Tension and net torque in a cable

[ryley]

Homework Statement

In figure 12-34, a uniform beam of weight 500N and length 3m is suspended horizontally, on the left it is hinged to the wall and on the right end of the beam is a cable attached to support it. the cable is attached distance D up the wall from the hinge. The least amount of tension that will snap the cable of 1200N.

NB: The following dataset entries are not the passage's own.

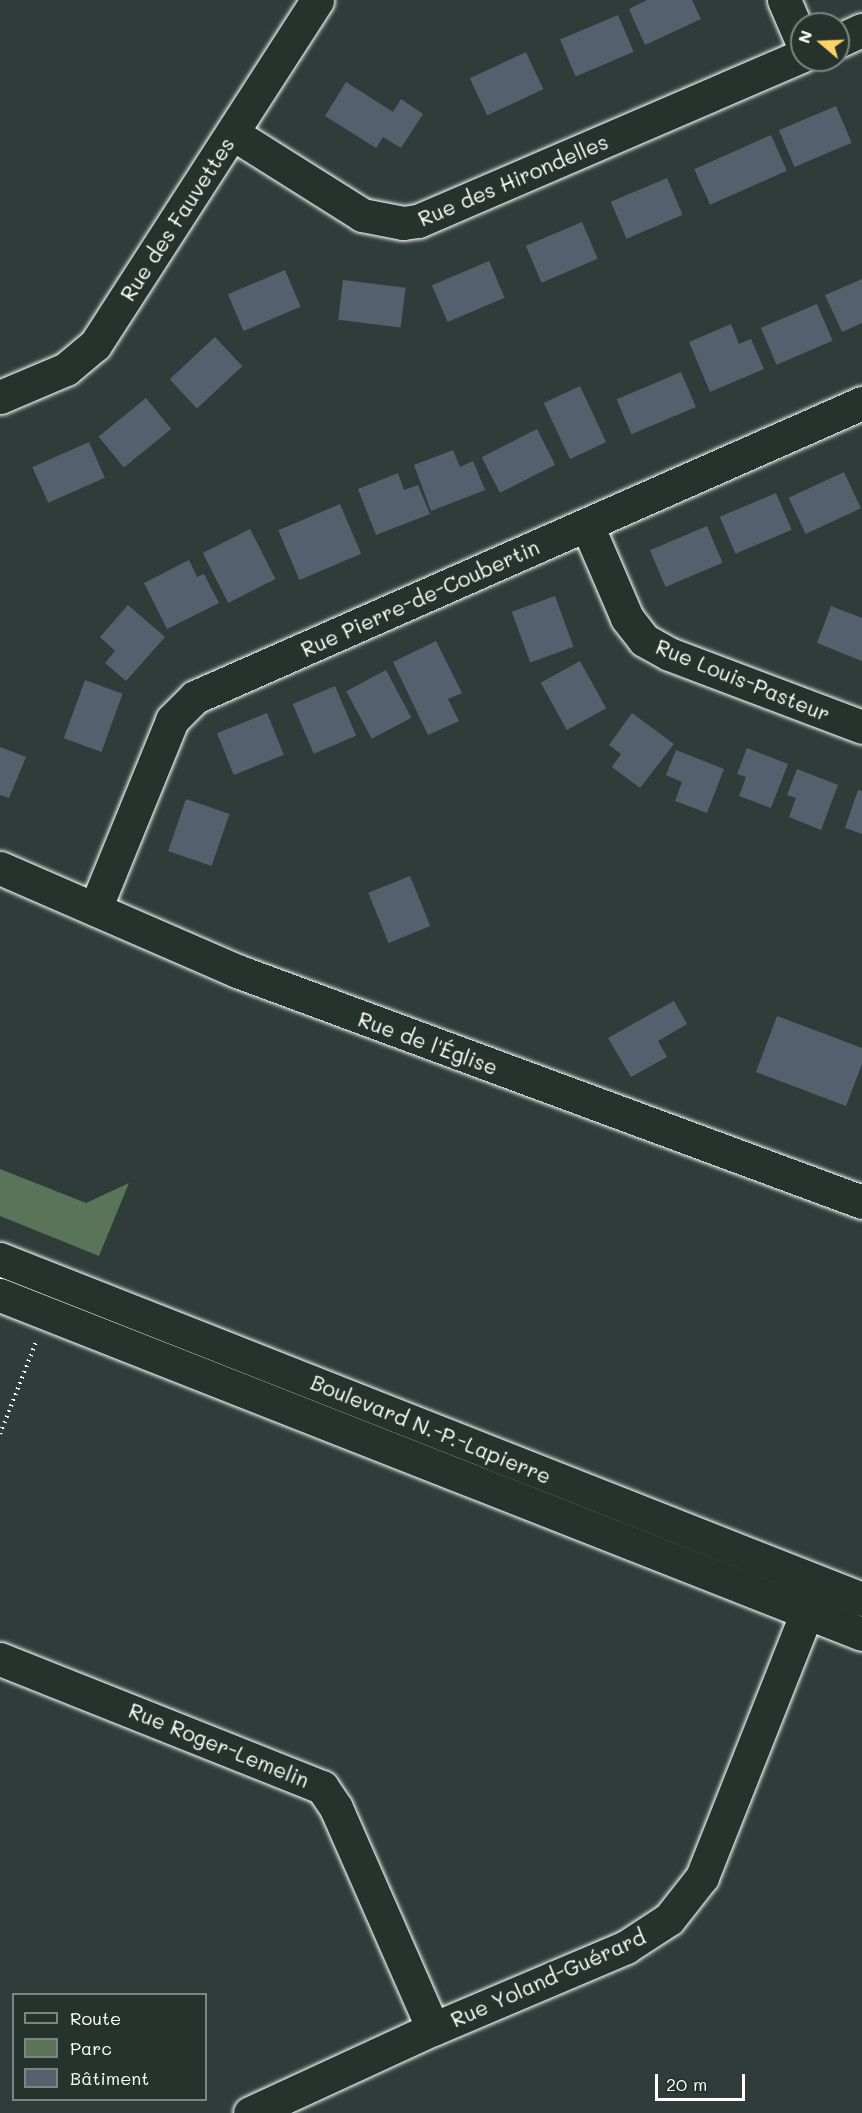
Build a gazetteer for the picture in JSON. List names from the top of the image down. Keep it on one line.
{"streets":{"street":["Rue des Hirondelles","Rue des Fauvettes","Rue Pierre-de-Coubertin","Rue Louis-Pasteur","Rue de l'Église","Boulevard N.-P.-Lapierre","Rue Roger-Lemelin","Rue Yoland-Guérard"]},"crossings":[["Rue des Hirondelles","Rue des Fauvettes"],["Rue Pierre-de-Coubertin","Rue Louis-Pasteur"],["Rue Pierre-de-Coubertin","Rue de l'Église"],["Boulevard N.-P.-Lapierre","Rue Yoland-Guérard"],["Rue Roger-Lemelin","Rue Yoland-Guérard"]],"legend":["Route","Parc","Bâtiment"],"scale_bar":"20 m","north":"left"}
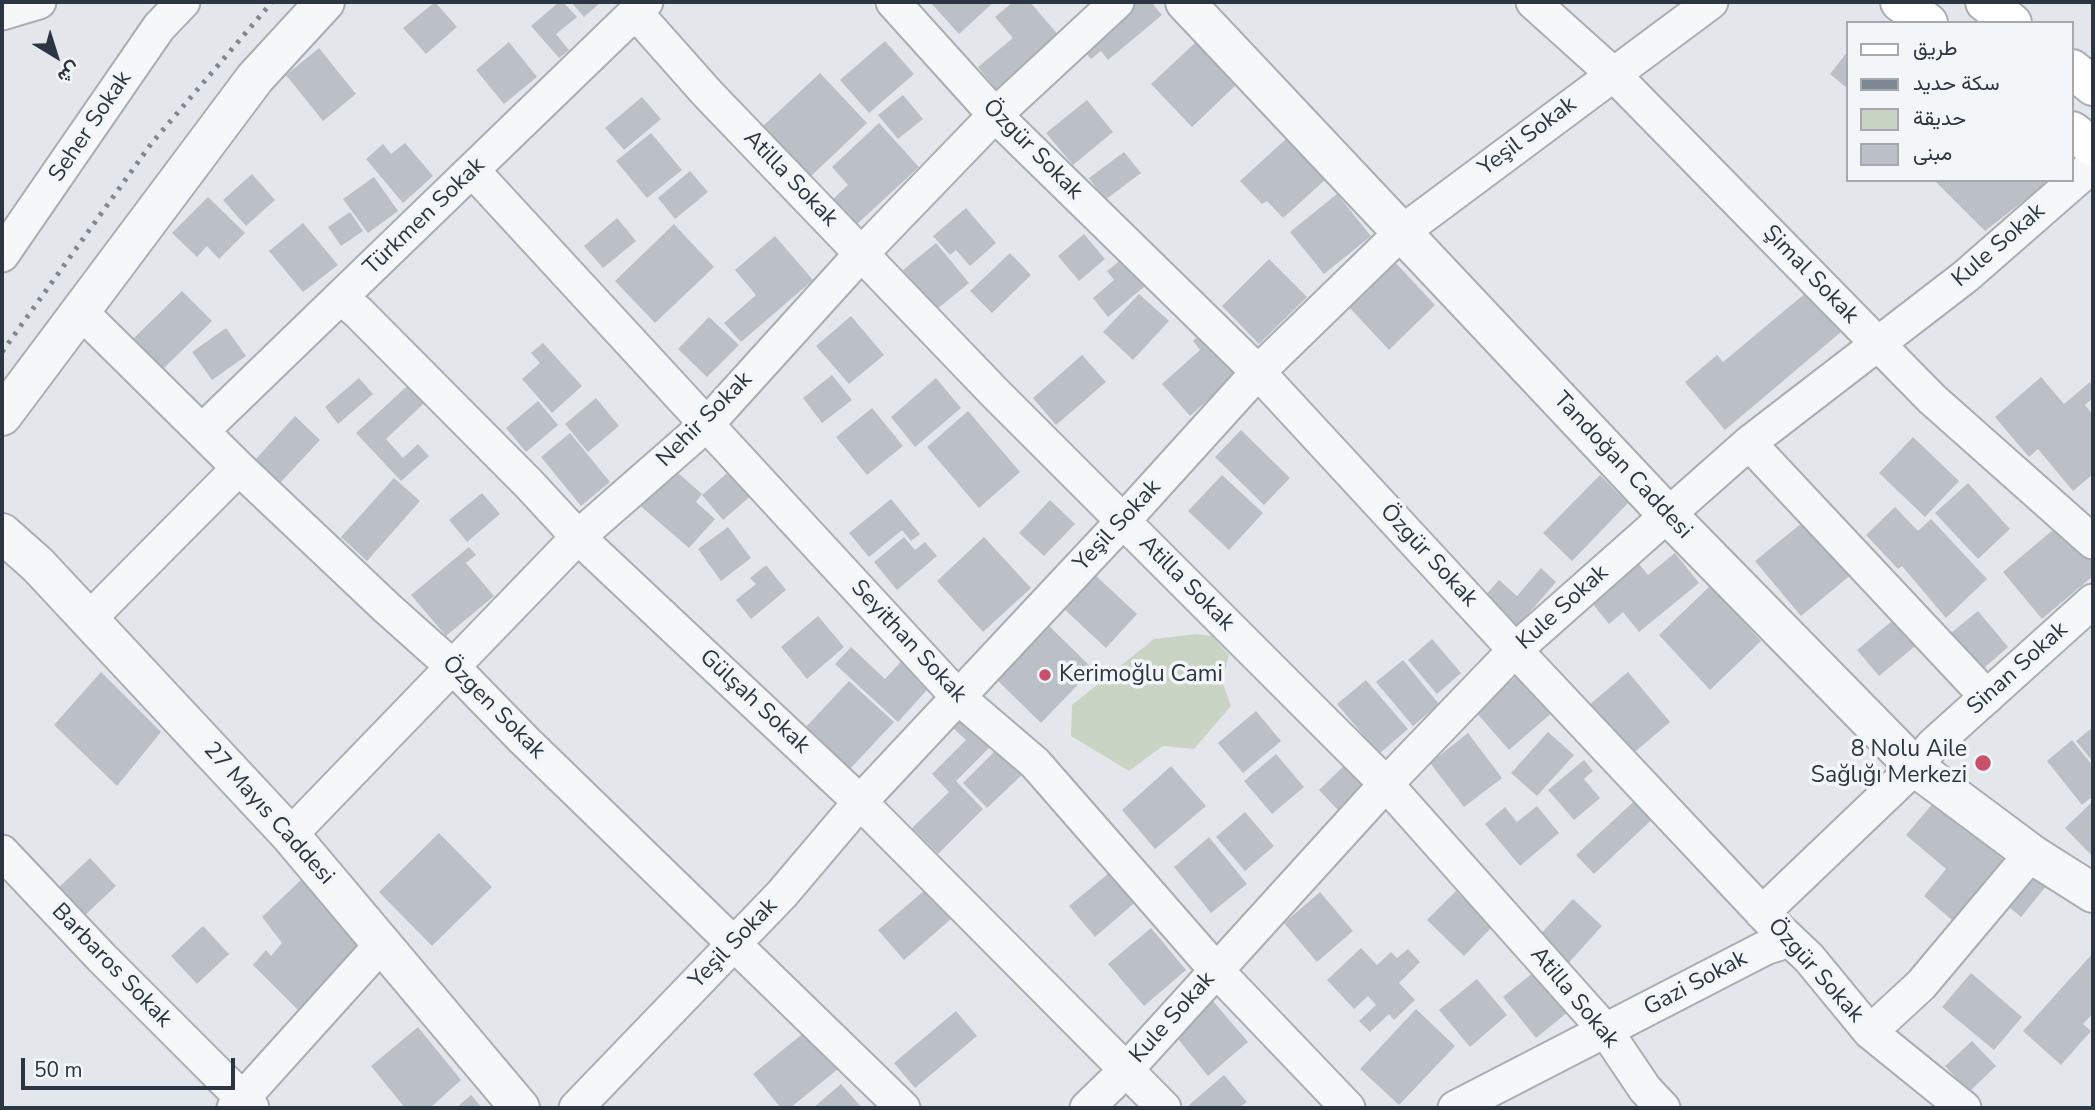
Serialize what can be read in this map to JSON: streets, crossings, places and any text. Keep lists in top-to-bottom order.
{
  "streets": {
    "street": [
      "Seher Sokak",
      "Yeşil Sokak",
      "Özgür Sokak",
      "Atilla Sokak",
      "Türkmen Sokak",
      "Kule Sokak",
      "Şimal Sokak",
      "Nehir Sokak",
      "Tandoğan Caddesi",
      "Seyithan Sokak",
      "Sinan Sokak",
      "Gülşah Sokak",
      "Özgen Sokak",
      "27 Mayıs Caddesi",
      "Barbaros Sokak",
      "Gazi Sokak"
    ]
  },
  "crossings": [
    ["Yeşil Sokak", "Özgür Sokak"],
    ["Yeşil Sokak", "Atilla Sokak"],
    ["Yeşil Sokak", "Şimal Sokak"],
    ["Yeşil Sokak", "Tandoğan Caddesi"],
    ["Yeşil Sokak", "Seyithan Sokak"],
    ["Yeşil Sokak", "Gülşah Sokak"],
    ["Yeşil Sokak", "Özgen Sokak"],
    ["Özgür Sokak", "Kule Sokak"],
    ["Özgür Sokak", "Nehir Sokak"],
    ["Özgür Sokak", "Sinan Sokak"],
    ["Özgür Sokak", "Gazi Sokak"],
    ["Atilla Sokak", "Türkmen Sokak"],
    ["Atilla Sokak", "Kule Sokak"],
    ["Atilla Sokak", "Nehir Sokak"],
    ["Atilla Sokak", "Gazi Sokak"],
    ["Türkmen Sokak", "Seyithan Sokak"],
    ["Türkmen Sokak", "Gülşah Sokak"],
    ["Türkmen Sokak", "Özgen Sokak"],
    ["Kule Sokak", "Şimal Sokak"],
    ["Kule Sokak", "Tandoğan Caddesi"],
    ["Kule Sokak", "Seyithan Sokak"],
    ["Kule Sokak", "Gülşah Sokak"],
    ["Nehir Sokak", "Seyithan Sokak"],
    ["Nehir Sokak", "Gülşah Sokak"],
    ["Nehir Sokak", "Özgen Sokak"],
    ["Nehir Sokak", "27 Mayıs Caddesi"],
    ["Tandoğan Caddesi", "Sinan Sokak"]
  ],
  "places": ["Kerimoğlu Cami", "8 Nolu Aile Sağlığı Merkezi"],
  "legend": [
    "طريق",
    "سكة حديد",
    "حديقة",
    "مبنى"
  ],
  "scale_bar": "50 m",
  "north": "bottom right"
}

a) What is the value of D that corresponds to that tension?

Homework Equations

Σt net=0

The Attempt at a Solution

I've figured out to use the torque net equation to find the angle of θ and then solve for the distance D. What I'm not understanding is why I can't just use the Fnet y=0 to solve for θ?

Fnety=Tsinθ- mg
θ=arcsin(mg/T)
Doing it this way yields a different result than if I solve for θ using this method

t net z= mgr⊥-Tsinθr⊥

I understand just seeing how the numbers are different that it will change the answer but I don't understand why I can use the force net y to solve for θ and then use that to solve for the length of D.

Thanks for the help!

 

[berkeman]

I think I understand what you are asking, but I'm not sure. Can you post a copy of your FBD for the beam, showing the tension on the cable at the angle theta? Thanks.

 

[berkeman]

You can use the Upload button in the lower right of the Edit window to upload a PDF or JPEG copy of your diagram.

 

[ryley]

I've uploaded a linked image from google.
Thanks for the help!

 

[berkeman]

I've figured out to use the torque net equation to find the angle of θ and then solve for the distance D. What I'm not understanding is why I can't just use the Fnet y=0 to solve for θ?

Fnety=Tsinθ- mg
θ=arcsin(mg/T)
Doing it this way yields a different result than if I solve for θ using this method

t net z= mgr⊥-Tsinθr⊥

Can you label the diagram with some of your quantities? And I'm not seeing the length of the beam showing up in any torque equation yet, or am I missing it?

 

[haruspex]

Homework Statement

In figure 12-34, a uniform beam of weight 500N and length 3m is suspended horizontally, on the left it is hinged to the wall and on the right end of the beam is a cable attached to support it. the cable is attached distance D up the wall from the hinge. The least amount of tension that will snap the cable of 1200N.

a) What is the value of D that corresponds to that tension?

Homework Equations

Σt net=0

The Attempt at a Solution

I've figured out to use the torque net equation to find the angle of θ and then solve for the distance D. What I'm not understanding is why I can't just use the Fnet y=0 to solve for θ?

Fnety=Tsinθ- mg
θ=arcsin(mg/T)
Doing it this way yields a different result than if I solve for θ using this method

t net z= mgr⊥-Tsinθr⊥

I understand just seeing how the numbers are different that it will change the answer but I don't understand why I can use the force net y to solve for θ and then use that to solve for the length of D.

Thanks for the help!

I don't understand how you are getting different results. Both equations yield mg = T sin(θ).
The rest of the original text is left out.